> **MATERIAL FOR THIS TASK**
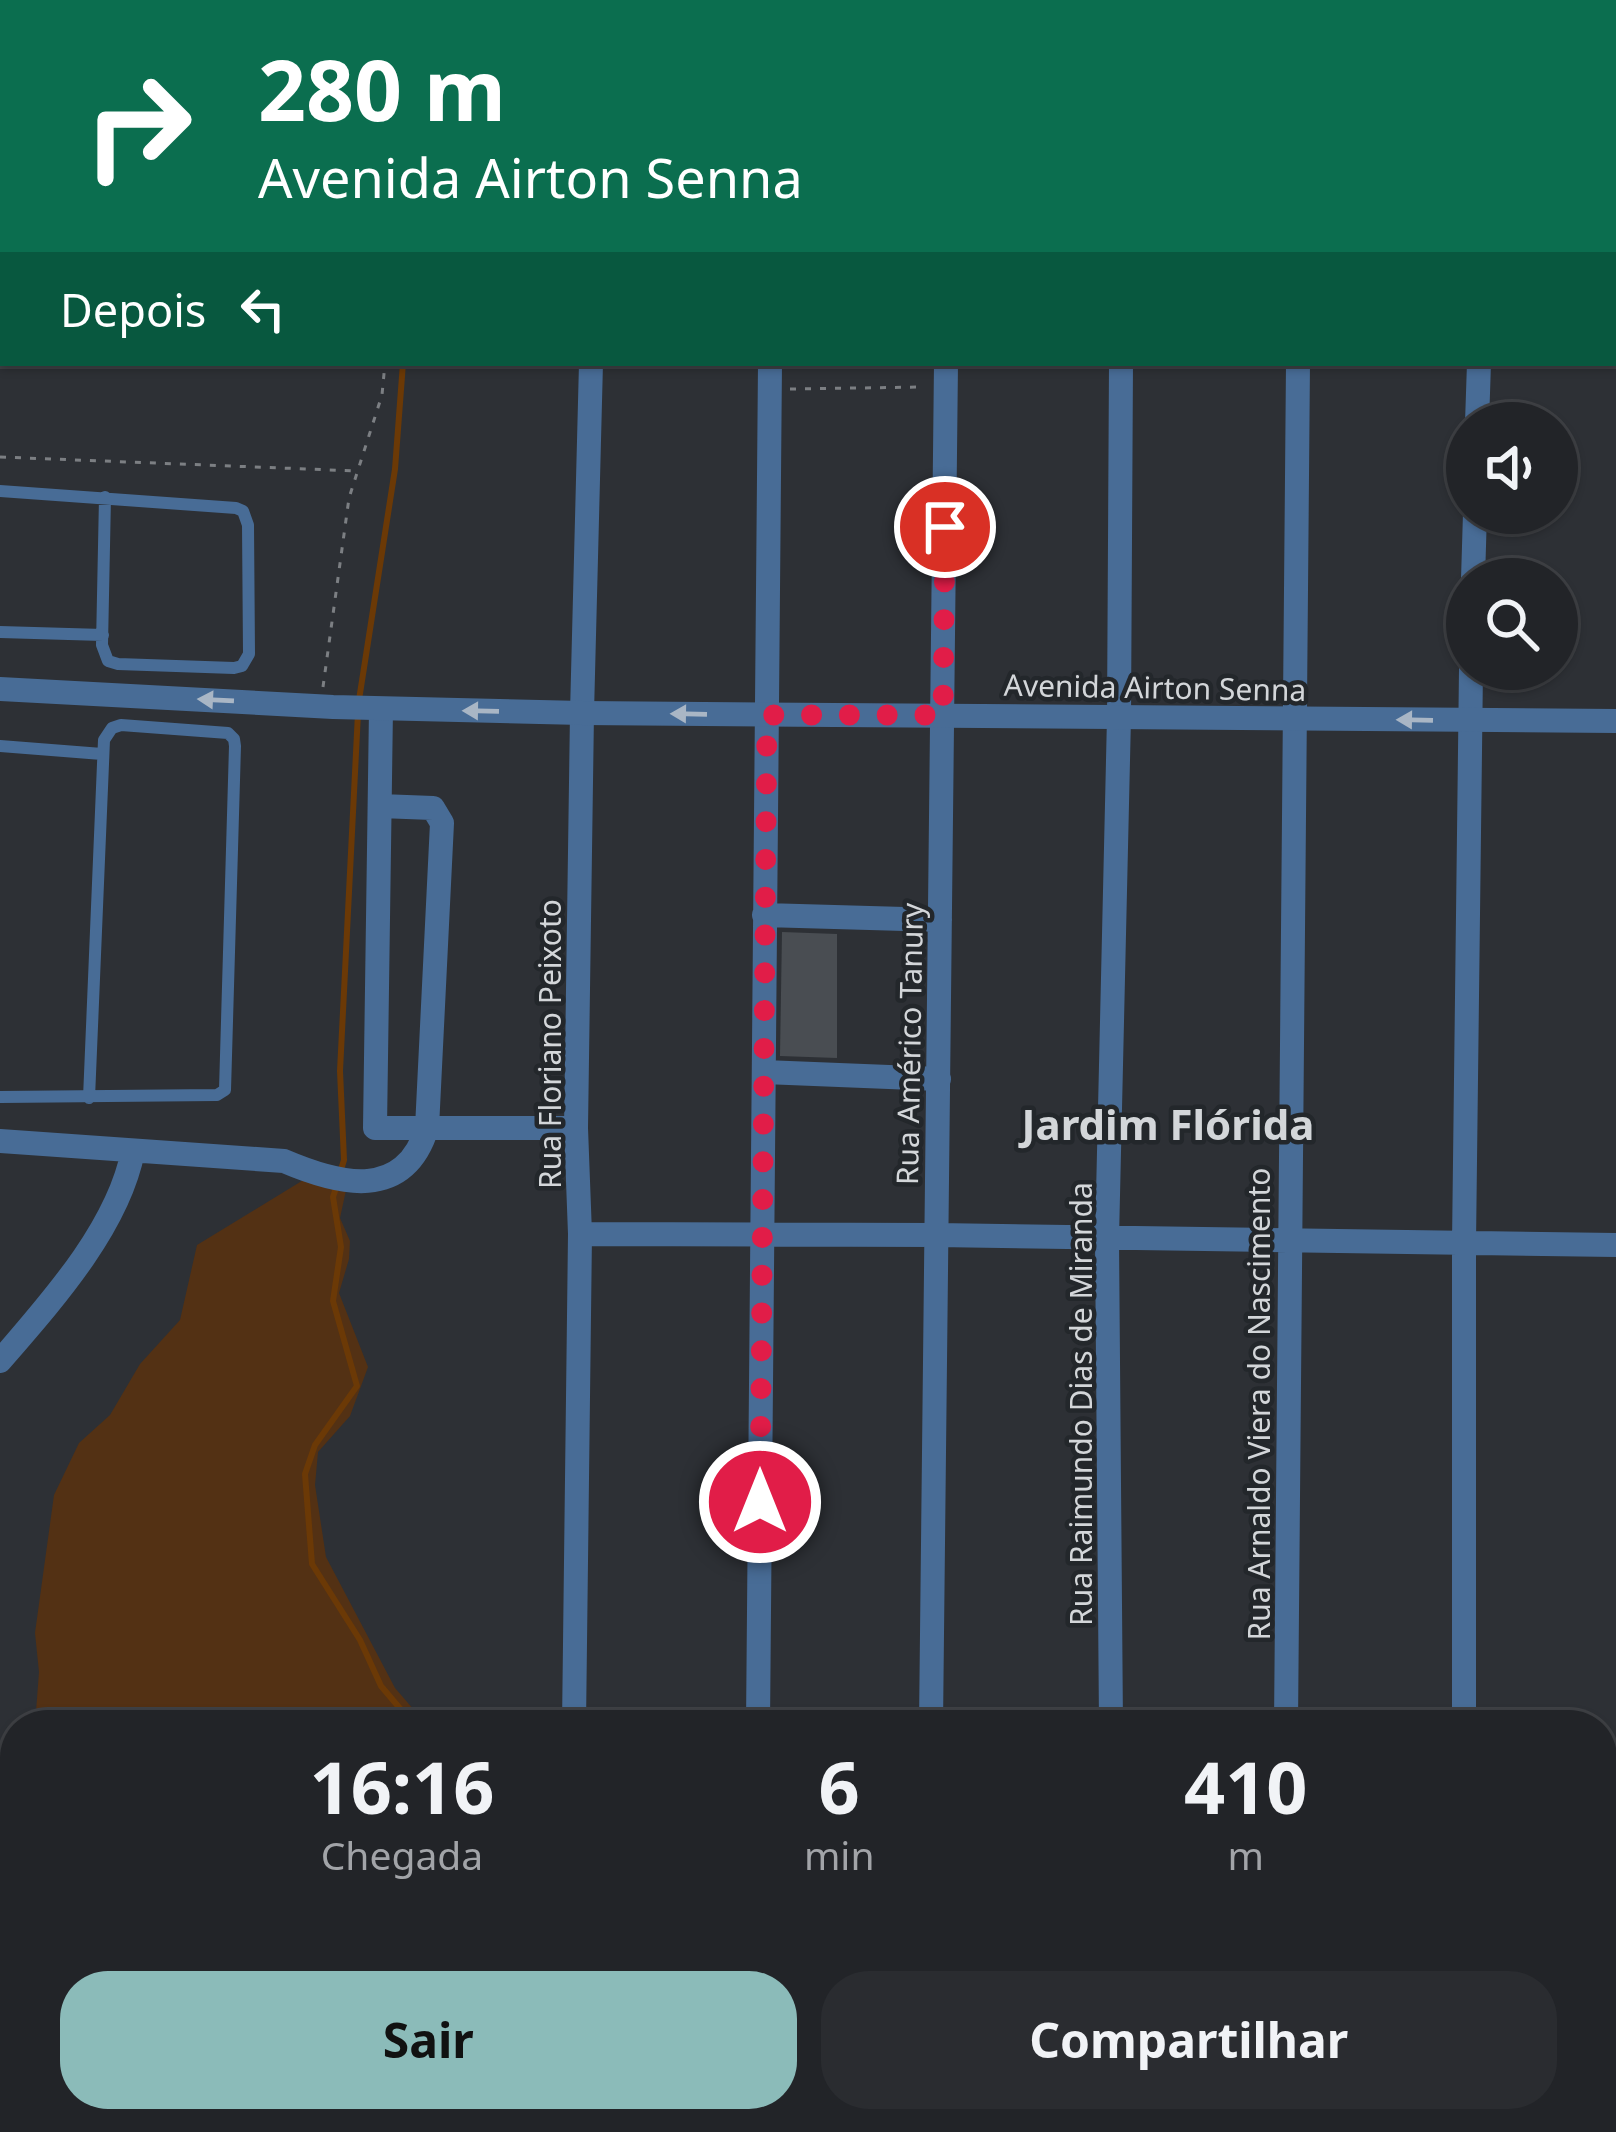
<!DOCTYPE html>
<html lang="pt">
<meta charset="utf-8">
<style>
body{margin:0;font-family:"Noto Sans",sans-serif;background:#2a2c30;color:#f1f3f6;height:100vh;display:flex;flex-direction:column;font-size:45px;white-space:nowrap}
*{box-sizing:border-box;margin:0}
p{font-size:39px;color:#a2a4a8}
.icon{flex:none;width:66px;height:66px;fill:none;stroke:currentColor;stroke-width:2;stroke-linecap:round;stroke-linejoin:round}
.map{position:relative;flex:1;overflow:hidden}
.details{position:absolute;left:0px;top:1710px;width:1617px;height:423px;display:flex;flex-direction:column;background:#222428;border-radius:48px 48px 0 0;box-shadow:0 3px 9px #0004,0 0 0 3px #3f4145}
.details>*{flex:none}
.guide{position:absolute;left:0px;top:0px;width:1617px;height:366px;box-shadow:0 3px 9px #0004,0 0 0 3px #3f4145;background:#0b6e4f;color:#fff;overflow:hidden}
.tools{position:absolute;left:1446px;top:402px;display:grid;gap:24px}
.tools a{display:grid;place-items:center;width:132px;height:132px;border-radius:50%;background:#222428;box-shadow:0 3px 9px #0004,0 0 0 3px #3f4145;font-size:60px}
.pin{position:absolute;display:grid;place-items:center;width:102px;height:102px;color:#fff;margin:-51px;border:6px solid #fff;border-radius:50%;box-shadow:0 3px 12px #0007}
.me{position:absolute;width:132px;margin:-66px;rotate:0deg;stroke-linejoin:round;filter:drop-shadow(0 0 9px #0008)}
.turn{display:flex;align-items:center;gap:42px;height:252px;padding:0 60px;font-size:54px}
.turn .icon{width:156px;height:156px;stroke-width:2.5}
.turn b{display:block;font-size:84px;line-height:102px}
.then{display:flex;align-items:center;height:114px;padding:0 60px;background:#0003;gap:24px;font-size:45px}
.eta{display:flex;justify-content:space-evenly;align-items:center;height:204px;text-align:center}
.eta b{font-size:72px;font-weight:700;line-height:84px}
.cta{display:flex;gap:24px;margin-top:auto;padding:24px 60px}
.cta a{flex:1;height:138px;border-radius:48px;background:#8bbbb9;color:#111;font-size:48px;font-weight:700;line-height:138px;text-align:center}
.cta a+a{background:#2a2c30;color:#f1f3f6}
.map>svg:first-child{display:block}
</style>
<div class="map">
<svg width="1616" height="2132" viewBox="0 0 1616 2132">
<rect width="100%" height="100%" fill="#2d3035"/>
<path fill="#533114" d="M 323,1168 L 348,1181 L 340,1218 L 350,1241 L 349,1259 L 339,1293 L 368,1367 L 350,1416 L 318,1452 L 315,1485 L 326,1557 L 395,1688 L 427,1725 L 35,1725 L 39,1672 L 35,1633 L 54,1495 L 79,1443 L 110,1415 L 140,1364 L 180,1320 L 197,1245 Z
M 372,2118 L 422,2118 L 425,2132 L 371,2132 Z"/>
<g fill="none" stroke-linecap="round" stroke-linejoin="round">
<path stroke="#6b3906" stroke-width="6" d="M 449,3 L 452,0
M 359,700 L 395,469 L 403,363
M 340,1173 L 344,1160 L 340,1071 L 358,713
M 337,1185 L 333,1197 L 341,1247 L 333,1301 L 357,1386 L 315,1445 L 305,1474 L 312,1564 L 360,1640 L 381,1686 L 414,1725
M 407,2118 L 411,2132"/>
</g>
<path fill="#494d52" d="M 782,932 L 837,934 L 837,1058 L 780,1056 Z"/>
<g fill="none" stroke-linecap="round" stroke-linejoin="round">
<path stroke="#7c7f83" stroke-width="3" stroke-dasharray="6 9" stroke-linecap="butt" d="M 423,3 L 426,0
M 790,389 L 924,387
M 0,457 L 358,471
M 323,687 L 349,498 L 382,395 L 385,363"/>
<path stroke="#486c96" stroke-width="12" d="M 0,491 L 236,508 L 243,511 L 248,525 L 249,654 L 242,666 L 234,668 L 118,664 L 108,661 L 102,645 L 105,497
M 0,632 L 103,635
M 0,746 L 102,754
M 0,1097 L 217,1095 L 225,1090 L 235,746 L 234,739 L 228,733 L 121,725 L 112,728 L 104,740 L 89,1098"/>
<path stroke="#486c96" stroke-width="24" d="M 609,3 L 609,0
M 773,3 L 773,0
M 950,3 L 950,0
M 1307,3 L 1307,0
M 1394,3 L 1394,0
M 1525,3 L 1525,0
M 1477,423 L 1479,363
M 1473,579 L 1475,513
M 381,709 L 375,1128 L 576,1128
M 764,915 L 940,920
M 764,1072 L 939,1079
M 0,1141 L 284,1161 C 340,1185 404,1201 427,1128 L 442,823 L 433,808 L 380,806
M 580,1234 L 937,1235 L 1616,1245
M 0,1361 C 51,1302 118,1228 133,1151
M 574,1725 L 580,1234 L 576,1128 L 582,713 L 591,363
M 758,1725 L 770,363
M 931,1725 L 946,363
M 1111,1725 L 1107,1239 L 1119,717 L 1121,363
M 1286,1725 L 1298,363
M 1464,1725 L 1464,1243 L 1471,669
M 1602,1757 L 1616,1757
M 0,1999 L 1,1999
M 509,2118 L 521,2132
M 693,2118 L 704,2132
M 755,2132 L 755,2118
M 927,2132 L 927,2118
M 1105,2132 L 1105,2118
M 1285,2132 L 1285,2118
M 1452,2132 L 1452,2118"/>
<path stroke="#486c96" stroke-width="24" d="M 0,689 L 333,707 L 582,713 L 1616,721"/>
<path stroke="#528ccf" stroke-width="24" d="M 1094,0 L 1106,3
M 1614,119 L 1616,119"/>
</g>
<defs><path id="oneway-solid" d="M-6-.8H1V-3.2L6.5 0L1 3.2V.8H-6Z" transform="scale(3)"/></defs>
<g fill="#a9b6c5">
<use href="#oneway-solid" transform="translate(216 700) rotate(-177)"/>
<use href="#oneway-solid" transform="translate(481 711) rotate(-179)"/>
<use href="#oneway-solid" transform="translate(689 714) rotate(-179)"/>
<use href="#oneway-solid" transform="translate(1415 720) rotate(-179)"/>
</g>
<g fill="none" stroke-linecap="round" stroke-linejoin="round">
<path stroke="#e11d48" stroke-width="21" stroke-dasharray="0 37.8" d="M 760,1502 L 767,715 L 943,715 L 945,527"/>
</g>
<g text-anchor="middle" dominant-baseline="central" stroke-width="9" stroke-linejoin="round" paint-order="stroke">
<g font-size="30" fill="#d3d6d9" stroke="#23272b">
<text transform="translate(1155 687) rotate(1)">Avenida Airton Senna</text>
<text transform="translate(549 1044) rotate(-90)">Rua Floriano Peixoto</text>
<text transform="translate(909 1044) rotate(-89)">Rua Américo Tanury</text>
<text transform="translate(1080 1404) rotate(-90)">Rua Raimundo Dias de Miranda</text>
<text transform="translate(1258 1404) rotate(-90)">Rua Arnaldo Viera do Nascimento</text>
</g>
<g font-size="42" font-weight="bold" fill="#d3d6d9" stroke="#23272b">
<text x="1168" y="1123">Jardim Flórida</text>
</g>
</g>
</svg>
<div class="tools">
<a><svg class="icon" aria-label="sound" viewBox="0 0 24 24"><path d="M4 9h4l5-4v14l-5-4H4zM17 9q2 3 0 6"/></svg></a>
<a><svg class="icon" aria-label="search" viewBox="0 0 24 24"><circle cx="10" cy="10" r="6"/><path d="M15 15l6 6"/></svg></a>
</div>
<div class="pin" style="left:945px;top:527px;background:#d93025"><svg class="icon" aria-label="arrive" viewBox="0 0 24 24"><path d="M6 21V4h12l-3 4 3 4H6"/></svg></div>
<svg class="me" style="left:760px;top:1502px" viewBox="-20 -20 40 40"><circle r="17" fill="#e11d48" stroke="#fff" stroke-width="3"/><path d="M0-11L8 9 0 5-8 9z" fill="#fff"/></svg>
<div class="guide">
<div class="turn"><svg class="icon" aria-label="right" viewBox="0 0 24 24"><path d="M7 20v-9h11M14 6l5 5-5 5"/></svg><div><b>280 m</b>Avenida Airton Senna</div></div>
<div class="then">Depois<svg class="icon" aria-label="left" viewBox="0 0 24 24"><path d="M17 20v-9H6M10 6l-5 5 5 5"/></svg></div>
</div>
<section class="details">
<div class="eta">
<div><b>16:16</b><p>Chegada</p></div>
<div><b>6</b><p>min</p></div>
<div><b>410</b><p>m</p></div>
</div>
<div class="cta"><a>Sair</a><a>Compartilhar</a></div>
</section>
</div>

> **WORK TO COMPLETE**
Everything from the line containing "9h4l5-4v14l-5-4H4zM17 9q2 3" to the last line of the material above must be copied exactly, and only that.

> **FINAL ANSWER**
<a><svg class="icon" aria-label="sound" viewBox="0 0 24 24"><path d="M4 9h4l5-4v14l-5-4H4zM17 9q2 3 0 6"/></svg></a>
<a><svg class="icon" aria-label="search" viewBox="0 0 24 24"><circle cx="10" cy="10" r="6"/><path d="M15 15l6 6"/></svg></a>
</div>
<div class="pin" style="left:945px;top:527px;background:#d93025"><svg class="icon" aria-label="arrive" viewBox="0 0 24 24"><path d="M6 21V4h12l-3 4 3 4H6"/></svg></div>
<svg class="me" style="left:760px;top:1502px" viewBox="-20 -20 40 40"><circle r="17" fill="#e11d48" stroke="#fff" stroke-width="3"/><path d="M0-11L8 9 0 5-8 9z" fill="#fff"/></svg>
<div class="guide">
<div class="turn"><svg class="icon" aria-label="right" viewBox="0 0 24 24"><path d="M7 20v-9h11M14 6l5 5-5 5"/></svg><div><b>280 m</b>Avenida Airton Senna</div></div>
<div class="then">Depois<svg class="icon" aria-label="left" viewBox="0 0 24 24"><path d="M17 20v-9H6M10 6l-5 5 5 5"/></svg></div>
</div>
<section class="details">
<div class="eta">
<div><b>16:16</b><p>Chegada</p></div>
<div><b>6</b><p>min</p></div>
<div><b>410</b><p>m</p></div>
</div>
<div class="cta"><a>Sair</a><a>Compartilhar</a></div>
</section>
</div>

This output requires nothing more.